» **WORK INSTRUCTIONS**: Every line below that holds the string "setLineDash" should be copied out.

== SUPPLIED DATA

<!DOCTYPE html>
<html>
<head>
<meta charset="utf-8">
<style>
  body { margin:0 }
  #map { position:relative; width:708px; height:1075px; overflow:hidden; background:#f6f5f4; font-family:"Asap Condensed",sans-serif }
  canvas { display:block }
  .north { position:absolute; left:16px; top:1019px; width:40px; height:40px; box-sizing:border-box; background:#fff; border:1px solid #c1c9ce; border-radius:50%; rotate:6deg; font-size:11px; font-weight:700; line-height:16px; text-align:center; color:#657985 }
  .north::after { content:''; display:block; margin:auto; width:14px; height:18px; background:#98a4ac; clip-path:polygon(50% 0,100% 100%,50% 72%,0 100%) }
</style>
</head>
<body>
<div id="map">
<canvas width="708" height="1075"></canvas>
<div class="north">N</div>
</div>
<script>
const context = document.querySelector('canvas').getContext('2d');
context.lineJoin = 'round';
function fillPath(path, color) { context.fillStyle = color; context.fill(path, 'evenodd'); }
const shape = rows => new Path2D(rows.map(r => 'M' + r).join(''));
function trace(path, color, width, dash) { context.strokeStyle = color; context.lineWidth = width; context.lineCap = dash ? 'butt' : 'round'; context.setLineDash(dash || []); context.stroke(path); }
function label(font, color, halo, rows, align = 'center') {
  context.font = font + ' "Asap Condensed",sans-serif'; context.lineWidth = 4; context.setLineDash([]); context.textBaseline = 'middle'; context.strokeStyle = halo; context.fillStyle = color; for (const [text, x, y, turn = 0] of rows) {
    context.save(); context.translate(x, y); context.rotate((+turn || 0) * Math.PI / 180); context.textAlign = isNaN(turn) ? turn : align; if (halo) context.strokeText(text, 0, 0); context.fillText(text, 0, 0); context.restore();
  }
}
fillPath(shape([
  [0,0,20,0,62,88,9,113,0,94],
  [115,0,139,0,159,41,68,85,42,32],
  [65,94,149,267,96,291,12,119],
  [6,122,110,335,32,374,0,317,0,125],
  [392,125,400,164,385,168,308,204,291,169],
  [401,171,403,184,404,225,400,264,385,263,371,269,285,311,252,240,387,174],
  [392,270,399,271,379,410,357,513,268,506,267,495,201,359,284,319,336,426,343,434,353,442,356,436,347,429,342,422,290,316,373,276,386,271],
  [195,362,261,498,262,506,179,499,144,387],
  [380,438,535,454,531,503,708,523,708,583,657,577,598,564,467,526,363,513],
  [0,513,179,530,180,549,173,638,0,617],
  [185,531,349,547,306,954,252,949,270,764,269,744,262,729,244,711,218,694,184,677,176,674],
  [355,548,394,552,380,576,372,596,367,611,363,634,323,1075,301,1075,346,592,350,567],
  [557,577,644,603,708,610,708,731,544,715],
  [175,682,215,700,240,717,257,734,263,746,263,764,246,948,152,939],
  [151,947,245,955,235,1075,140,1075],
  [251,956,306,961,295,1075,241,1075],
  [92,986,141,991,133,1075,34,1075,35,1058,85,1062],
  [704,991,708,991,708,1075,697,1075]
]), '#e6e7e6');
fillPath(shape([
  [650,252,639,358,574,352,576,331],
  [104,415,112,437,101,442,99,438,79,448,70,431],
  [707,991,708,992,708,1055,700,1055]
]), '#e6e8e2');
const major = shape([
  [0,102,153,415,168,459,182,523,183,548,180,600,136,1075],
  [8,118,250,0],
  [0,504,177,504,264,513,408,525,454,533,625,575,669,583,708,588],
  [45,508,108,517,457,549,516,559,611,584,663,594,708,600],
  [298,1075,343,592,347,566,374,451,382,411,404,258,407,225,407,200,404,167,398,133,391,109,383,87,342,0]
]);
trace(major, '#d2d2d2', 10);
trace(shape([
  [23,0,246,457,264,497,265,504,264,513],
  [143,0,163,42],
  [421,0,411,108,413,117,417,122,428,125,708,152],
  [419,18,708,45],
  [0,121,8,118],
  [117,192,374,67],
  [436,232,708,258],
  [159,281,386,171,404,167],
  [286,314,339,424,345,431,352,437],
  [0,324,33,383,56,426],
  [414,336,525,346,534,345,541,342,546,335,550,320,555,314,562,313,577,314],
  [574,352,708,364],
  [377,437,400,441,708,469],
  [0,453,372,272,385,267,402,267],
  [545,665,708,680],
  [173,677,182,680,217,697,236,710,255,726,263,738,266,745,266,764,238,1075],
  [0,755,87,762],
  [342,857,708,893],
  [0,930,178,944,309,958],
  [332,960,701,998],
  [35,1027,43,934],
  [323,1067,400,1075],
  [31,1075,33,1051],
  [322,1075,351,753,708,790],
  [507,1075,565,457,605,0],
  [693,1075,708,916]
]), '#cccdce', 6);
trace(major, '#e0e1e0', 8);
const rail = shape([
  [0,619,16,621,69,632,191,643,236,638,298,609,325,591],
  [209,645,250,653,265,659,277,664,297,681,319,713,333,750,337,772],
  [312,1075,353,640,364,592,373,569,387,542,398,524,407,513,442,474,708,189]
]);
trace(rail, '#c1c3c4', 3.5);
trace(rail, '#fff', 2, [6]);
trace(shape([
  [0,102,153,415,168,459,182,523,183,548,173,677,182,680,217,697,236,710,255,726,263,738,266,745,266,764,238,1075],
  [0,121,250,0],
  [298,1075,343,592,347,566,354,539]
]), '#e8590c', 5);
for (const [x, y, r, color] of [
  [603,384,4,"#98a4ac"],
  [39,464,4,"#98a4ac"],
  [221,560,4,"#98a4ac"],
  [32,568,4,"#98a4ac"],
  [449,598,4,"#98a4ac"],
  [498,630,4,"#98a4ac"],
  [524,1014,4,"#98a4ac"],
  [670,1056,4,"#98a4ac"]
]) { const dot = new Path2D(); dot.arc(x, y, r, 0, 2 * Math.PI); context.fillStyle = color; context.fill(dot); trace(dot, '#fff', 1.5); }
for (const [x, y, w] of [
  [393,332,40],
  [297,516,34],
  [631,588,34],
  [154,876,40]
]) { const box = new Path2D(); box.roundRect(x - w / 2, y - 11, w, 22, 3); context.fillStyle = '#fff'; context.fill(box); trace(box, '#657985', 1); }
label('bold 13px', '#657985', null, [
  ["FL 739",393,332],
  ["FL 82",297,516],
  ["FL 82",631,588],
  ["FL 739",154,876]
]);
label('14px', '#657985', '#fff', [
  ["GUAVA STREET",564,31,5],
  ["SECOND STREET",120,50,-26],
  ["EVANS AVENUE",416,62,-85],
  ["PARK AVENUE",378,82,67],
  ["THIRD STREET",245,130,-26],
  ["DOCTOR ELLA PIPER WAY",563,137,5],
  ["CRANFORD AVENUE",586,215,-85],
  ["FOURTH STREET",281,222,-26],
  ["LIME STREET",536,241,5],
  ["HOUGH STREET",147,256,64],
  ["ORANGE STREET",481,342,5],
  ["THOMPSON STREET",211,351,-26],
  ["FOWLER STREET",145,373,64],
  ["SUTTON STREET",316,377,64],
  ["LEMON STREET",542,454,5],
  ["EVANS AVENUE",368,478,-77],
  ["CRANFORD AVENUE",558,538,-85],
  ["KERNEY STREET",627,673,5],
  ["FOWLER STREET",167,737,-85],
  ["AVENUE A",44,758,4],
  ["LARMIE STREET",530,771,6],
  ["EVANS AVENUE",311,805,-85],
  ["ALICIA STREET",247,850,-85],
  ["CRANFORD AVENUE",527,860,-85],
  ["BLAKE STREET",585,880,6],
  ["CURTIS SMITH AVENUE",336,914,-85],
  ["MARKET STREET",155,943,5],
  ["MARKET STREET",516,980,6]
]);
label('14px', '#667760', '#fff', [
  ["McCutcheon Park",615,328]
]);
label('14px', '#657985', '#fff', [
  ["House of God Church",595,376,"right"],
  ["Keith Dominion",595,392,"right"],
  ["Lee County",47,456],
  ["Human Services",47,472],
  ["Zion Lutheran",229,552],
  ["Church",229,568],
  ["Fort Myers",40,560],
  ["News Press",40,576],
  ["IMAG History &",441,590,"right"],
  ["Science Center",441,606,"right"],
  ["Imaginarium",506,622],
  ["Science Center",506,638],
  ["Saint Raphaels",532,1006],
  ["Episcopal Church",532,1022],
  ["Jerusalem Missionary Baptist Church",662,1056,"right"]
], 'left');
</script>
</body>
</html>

====

» **RESULT OF THIS TASK**:
function trace(path, color, width, dash) { context.strokeStyle = color; context.lineWidth = width; context.lineCap = dash ? 'butt' : 'round'; context.setLineDash(dash || []); context.stroke(path); }
  context.font = font + ' "Asap Condensed",sans-serif'; context.lineWidth = 4; context.setLineDash([]); context.textBaseline = 'middle'; context.strokeStyle = halo; context.fillStyle = color; for (const [text, x, y, turn = 0] of rows) {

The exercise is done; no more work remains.